Debugging the more_categories plugin for Pelican

I've realised that one of the plugins I use to make this blog is not working correctly. I use the more_categories plugin to:

  1. add subcategories
  2. assign multiple categories to articles.

Subcategories aren't working and Pelican thinks each article just has categories than contain forward slashes.

In his "Powerful Python" emails, Aaron Maxwell recommends looking at the source code for popular python libraries to see how really good Python is written, and how talented developers write code and solve problems.

This is a good opportunity to look at the code that powers the plugin and see if if I can:

  1. Understand the source code
  2. Locate the source of the problem
  3. Fix the problem

I don't know if Pelican is amazingly good quality or not, I get the feeling it could do with more developer resources, but I've got a real reason and motivation to look at the underlying code so I'm going to give it a shot.

The documentation is sparse which doesn't help, I get the impression that whoever wrote it feels like Pelican is simple and it's obvious what's going on 1. It's not obvious to me.

Pelican Plugins

Every plugin has to have a register() function, here it is for the more-categories plugin:

def register():
    signals.article_generator_context.connect(get_categories)
    signals.article_generator_finalized.connect(create_categories)

I understand the idea of signals from Django, and generators are discussed a bit in the documentation. So what else is happening...

As I write down my understanding of the plugin, I'm aware that my understanding is definitely incomplete and probably wrong. I hope that as I progress I will see the mistakes in what I've already written.

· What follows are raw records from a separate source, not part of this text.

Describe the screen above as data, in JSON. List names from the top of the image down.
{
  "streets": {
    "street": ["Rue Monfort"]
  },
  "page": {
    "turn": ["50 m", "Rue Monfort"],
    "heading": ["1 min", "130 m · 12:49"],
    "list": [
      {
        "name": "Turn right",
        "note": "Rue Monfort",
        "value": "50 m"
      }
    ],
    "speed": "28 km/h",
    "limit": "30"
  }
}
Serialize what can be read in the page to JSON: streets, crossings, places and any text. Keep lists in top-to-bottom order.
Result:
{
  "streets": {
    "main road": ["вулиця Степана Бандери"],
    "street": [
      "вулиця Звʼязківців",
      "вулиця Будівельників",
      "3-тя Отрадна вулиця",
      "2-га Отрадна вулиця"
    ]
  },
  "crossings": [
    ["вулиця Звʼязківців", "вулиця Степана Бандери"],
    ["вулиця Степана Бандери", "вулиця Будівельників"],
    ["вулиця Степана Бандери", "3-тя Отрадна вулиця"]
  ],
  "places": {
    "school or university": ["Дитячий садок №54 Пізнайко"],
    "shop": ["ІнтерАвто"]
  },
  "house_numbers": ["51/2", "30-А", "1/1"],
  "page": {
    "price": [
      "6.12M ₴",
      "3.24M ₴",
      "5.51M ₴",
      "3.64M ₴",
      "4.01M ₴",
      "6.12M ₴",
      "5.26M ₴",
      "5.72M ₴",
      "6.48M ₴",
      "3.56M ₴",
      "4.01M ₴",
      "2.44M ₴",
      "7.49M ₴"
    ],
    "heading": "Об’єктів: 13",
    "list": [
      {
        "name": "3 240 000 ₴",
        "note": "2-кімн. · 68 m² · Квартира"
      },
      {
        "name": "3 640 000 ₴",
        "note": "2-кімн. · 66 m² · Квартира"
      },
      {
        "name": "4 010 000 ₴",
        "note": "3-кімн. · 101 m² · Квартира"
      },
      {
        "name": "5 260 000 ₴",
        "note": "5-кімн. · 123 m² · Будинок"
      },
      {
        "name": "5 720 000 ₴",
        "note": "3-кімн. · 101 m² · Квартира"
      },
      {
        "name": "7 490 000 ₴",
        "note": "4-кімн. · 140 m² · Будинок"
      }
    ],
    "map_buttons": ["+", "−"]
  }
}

get_categories() is called first, and it takes two arguments, generator and metadata. The entire function is 3 lines so here it is:

def get_categories(generator, metadata):
    categories = text_type(metadata.get('category')).split(',')
    metadata['categories'] = [Category(name, generator.settings) for name in categories]
    metadata['category'] = metadata['categories'][0]

It looks like it gets the category from the metadata for each article. Presumably by the time this function is called the articles have already been parsed and a metadata object has already been created and populated with metadata about the articles, including categories.

The first row of get_categories() splits up the categories if multiple categories are listed. metadata must be a dictionary, and there must be a metadata dict for each article, otherwise you couldn't just get get the value assoiciated with the dictionary key and then split the string on commas.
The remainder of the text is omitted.